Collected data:
----
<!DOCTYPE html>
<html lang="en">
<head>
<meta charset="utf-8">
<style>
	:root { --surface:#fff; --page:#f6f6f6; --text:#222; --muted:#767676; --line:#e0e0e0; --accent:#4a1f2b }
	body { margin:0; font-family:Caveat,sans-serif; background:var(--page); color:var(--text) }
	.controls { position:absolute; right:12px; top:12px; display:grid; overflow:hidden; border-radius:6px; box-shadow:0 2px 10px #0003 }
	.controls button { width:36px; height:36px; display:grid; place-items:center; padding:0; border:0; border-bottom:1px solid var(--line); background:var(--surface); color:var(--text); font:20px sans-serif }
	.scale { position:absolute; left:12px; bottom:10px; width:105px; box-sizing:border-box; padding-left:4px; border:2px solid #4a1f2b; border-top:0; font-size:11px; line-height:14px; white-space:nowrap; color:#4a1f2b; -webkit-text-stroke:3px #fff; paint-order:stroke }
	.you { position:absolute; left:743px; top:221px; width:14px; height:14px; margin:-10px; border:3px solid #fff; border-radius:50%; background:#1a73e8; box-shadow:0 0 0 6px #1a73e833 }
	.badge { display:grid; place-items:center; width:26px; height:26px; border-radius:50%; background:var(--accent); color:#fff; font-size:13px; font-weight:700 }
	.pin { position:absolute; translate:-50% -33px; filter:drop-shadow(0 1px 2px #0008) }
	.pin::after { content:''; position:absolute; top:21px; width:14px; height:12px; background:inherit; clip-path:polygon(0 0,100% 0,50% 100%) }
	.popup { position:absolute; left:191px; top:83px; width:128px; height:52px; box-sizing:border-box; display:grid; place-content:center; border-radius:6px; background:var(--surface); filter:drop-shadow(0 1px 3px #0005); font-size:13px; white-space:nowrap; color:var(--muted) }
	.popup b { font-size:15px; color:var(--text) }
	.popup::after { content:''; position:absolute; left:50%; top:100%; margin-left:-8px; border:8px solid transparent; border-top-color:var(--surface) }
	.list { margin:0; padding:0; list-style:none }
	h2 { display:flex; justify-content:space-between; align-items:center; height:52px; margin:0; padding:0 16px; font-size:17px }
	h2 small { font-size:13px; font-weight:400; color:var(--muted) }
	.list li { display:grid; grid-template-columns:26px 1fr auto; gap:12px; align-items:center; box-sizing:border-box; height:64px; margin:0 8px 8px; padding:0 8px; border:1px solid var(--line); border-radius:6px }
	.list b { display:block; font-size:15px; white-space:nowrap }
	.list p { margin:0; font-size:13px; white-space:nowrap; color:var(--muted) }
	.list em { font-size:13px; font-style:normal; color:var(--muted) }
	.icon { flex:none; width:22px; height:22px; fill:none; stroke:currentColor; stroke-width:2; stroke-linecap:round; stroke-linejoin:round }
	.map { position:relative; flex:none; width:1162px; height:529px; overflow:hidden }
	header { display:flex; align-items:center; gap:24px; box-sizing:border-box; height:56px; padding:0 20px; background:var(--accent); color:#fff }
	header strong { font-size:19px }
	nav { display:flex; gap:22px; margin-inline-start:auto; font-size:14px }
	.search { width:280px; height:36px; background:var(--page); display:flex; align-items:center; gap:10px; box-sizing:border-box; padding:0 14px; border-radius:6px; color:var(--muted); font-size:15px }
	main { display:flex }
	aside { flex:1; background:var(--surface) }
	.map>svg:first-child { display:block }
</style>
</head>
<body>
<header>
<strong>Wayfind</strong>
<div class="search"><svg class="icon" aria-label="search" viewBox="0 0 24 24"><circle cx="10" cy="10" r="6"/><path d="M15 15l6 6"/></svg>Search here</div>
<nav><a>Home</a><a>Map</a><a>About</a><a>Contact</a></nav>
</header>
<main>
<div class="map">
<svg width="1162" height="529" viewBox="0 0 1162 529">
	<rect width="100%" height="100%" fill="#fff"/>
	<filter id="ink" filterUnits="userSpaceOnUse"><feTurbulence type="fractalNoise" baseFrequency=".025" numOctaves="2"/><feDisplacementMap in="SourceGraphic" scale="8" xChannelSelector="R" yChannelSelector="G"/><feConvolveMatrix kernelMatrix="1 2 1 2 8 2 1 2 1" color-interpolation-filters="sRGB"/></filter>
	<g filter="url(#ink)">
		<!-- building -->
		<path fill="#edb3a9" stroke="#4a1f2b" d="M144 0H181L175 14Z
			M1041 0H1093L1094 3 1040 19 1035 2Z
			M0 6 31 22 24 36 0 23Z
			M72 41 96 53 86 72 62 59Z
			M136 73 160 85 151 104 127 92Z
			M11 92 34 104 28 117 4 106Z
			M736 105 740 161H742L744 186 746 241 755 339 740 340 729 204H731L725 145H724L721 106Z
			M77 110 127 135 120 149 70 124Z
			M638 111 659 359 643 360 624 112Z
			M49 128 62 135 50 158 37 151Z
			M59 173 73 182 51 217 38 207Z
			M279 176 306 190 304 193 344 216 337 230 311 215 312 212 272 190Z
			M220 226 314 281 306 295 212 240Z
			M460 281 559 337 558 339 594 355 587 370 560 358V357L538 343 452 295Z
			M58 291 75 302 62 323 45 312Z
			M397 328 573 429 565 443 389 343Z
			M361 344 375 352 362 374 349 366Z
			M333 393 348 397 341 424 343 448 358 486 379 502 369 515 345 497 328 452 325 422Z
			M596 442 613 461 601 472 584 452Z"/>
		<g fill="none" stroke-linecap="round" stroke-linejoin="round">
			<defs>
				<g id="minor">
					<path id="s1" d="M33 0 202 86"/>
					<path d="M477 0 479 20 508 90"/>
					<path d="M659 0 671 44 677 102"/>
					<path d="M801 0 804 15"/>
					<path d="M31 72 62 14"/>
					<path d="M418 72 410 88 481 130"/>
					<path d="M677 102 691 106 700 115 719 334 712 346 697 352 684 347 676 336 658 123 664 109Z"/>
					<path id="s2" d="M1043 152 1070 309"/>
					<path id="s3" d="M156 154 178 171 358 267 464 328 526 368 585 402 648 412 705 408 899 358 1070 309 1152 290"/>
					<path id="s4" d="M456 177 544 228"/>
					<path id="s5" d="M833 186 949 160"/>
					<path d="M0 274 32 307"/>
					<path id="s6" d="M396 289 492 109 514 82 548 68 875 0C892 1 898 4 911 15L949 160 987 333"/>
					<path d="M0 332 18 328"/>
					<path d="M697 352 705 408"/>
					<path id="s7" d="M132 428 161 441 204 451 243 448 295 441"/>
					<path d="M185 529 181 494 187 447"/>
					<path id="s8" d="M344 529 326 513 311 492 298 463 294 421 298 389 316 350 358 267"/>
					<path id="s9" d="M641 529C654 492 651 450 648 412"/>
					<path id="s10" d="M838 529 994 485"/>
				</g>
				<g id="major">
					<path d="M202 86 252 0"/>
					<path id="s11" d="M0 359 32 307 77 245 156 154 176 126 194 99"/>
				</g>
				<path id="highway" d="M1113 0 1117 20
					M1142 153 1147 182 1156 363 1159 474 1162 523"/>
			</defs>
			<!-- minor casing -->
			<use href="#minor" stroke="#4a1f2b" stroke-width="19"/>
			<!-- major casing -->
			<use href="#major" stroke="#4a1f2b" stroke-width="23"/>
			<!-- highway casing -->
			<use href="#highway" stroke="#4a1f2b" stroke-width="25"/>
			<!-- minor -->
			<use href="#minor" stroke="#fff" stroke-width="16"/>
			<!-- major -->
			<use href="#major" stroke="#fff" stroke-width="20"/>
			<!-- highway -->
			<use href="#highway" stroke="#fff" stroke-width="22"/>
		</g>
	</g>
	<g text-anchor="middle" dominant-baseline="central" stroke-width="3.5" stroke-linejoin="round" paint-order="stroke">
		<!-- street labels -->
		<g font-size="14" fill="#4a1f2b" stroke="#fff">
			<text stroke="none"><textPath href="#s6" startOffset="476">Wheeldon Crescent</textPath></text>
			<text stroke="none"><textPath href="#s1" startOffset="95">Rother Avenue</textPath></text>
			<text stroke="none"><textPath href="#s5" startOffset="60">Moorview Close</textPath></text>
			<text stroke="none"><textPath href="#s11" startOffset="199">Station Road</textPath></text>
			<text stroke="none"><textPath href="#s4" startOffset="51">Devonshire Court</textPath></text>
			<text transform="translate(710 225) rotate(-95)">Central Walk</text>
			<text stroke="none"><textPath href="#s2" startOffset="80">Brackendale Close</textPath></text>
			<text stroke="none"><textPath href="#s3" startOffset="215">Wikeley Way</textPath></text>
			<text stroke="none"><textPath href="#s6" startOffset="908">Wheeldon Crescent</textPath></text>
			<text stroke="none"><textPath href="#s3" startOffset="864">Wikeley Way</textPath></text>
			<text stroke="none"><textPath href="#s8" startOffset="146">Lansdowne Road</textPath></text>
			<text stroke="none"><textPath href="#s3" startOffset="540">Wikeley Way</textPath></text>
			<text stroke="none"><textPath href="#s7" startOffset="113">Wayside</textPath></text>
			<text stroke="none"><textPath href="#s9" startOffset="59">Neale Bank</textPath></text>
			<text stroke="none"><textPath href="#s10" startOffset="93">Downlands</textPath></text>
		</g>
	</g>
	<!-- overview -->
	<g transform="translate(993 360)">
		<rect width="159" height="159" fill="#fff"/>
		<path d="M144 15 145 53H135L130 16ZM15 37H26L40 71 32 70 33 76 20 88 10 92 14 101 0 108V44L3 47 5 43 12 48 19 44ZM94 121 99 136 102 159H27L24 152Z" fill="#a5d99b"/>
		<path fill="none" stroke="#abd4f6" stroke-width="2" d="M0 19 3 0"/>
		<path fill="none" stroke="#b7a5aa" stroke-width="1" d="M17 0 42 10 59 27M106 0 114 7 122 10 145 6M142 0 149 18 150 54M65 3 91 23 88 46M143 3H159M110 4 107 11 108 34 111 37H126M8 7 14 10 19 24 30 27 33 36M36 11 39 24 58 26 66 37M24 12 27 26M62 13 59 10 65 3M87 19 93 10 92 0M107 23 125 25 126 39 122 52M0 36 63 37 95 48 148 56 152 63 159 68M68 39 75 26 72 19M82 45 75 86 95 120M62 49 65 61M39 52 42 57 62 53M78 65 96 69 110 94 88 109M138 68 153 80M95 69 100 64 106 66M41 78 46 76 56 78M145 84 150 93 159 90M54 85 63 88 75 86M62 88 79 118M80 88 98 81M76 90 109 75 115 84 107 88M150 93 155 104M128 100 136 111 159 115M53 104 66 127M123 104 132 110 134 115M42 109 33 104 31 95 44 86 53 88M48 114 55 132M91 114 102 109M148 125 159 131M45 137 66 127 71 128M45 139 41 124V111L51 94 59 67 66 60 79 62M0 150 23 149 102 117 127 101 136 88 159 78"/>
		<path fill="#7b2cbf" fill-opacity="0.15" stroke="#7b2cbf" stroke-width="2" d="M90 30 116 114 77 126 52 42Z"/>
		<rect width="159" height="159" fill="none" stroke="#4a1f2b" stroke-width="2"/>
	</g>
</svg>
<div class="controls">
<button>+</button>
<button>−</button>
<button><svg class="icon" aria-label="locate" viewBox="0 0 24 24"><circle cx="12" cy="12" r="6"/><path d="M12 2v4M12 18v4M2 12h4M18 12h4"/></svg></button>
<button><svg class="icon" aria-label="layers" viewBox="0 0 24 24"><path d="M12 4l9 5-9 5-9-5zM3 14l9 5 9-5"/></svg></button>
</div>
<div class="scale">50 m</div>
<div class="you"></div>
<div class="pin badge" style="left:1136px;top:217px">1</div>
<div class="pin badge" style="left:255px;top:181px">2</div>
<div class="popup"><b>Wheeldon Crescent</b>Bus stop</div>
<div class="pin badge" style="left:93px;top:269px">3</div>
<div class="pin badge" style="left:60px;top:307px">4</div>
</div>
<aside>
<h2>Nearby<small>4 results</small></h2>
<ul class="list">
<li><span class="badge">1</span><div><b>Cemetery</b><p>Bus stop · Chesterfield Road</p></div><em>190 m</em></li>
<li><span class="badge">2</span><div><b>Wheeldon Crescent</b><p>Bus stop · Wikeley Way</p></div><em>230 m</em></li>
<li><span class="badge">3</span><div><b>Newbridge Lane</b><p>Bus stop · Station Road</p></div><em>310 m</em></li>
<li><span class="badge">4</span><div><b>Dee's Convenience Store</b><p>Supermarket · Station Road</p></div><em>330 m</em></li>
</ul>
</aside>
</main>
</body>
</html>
----
Exercise:
Could you please copy the lines above exactly, beginning at the first and ending at the line that contains "position:absolute; right:12px; top:12px;"?

Solution to the exercise:
<!DOCTYPE html>
<html lang="en">
<head>
<meta charset="utf-8">
<style>
	:root { --surface:#fff; --page:#f6f6f6; --text:#222; --muted:#767676; --line:#e0e0e0; --accent:#4a1f2b }
	body { margin:0; font-family:Caveat,sans-serif; background:var(--page); color:var(--text) }
	.controls { position:absolute; right:12px; top:12px; display:grid; overflow:hidden; border-radius:6px; box-shadow:0 2px 10px #0003 }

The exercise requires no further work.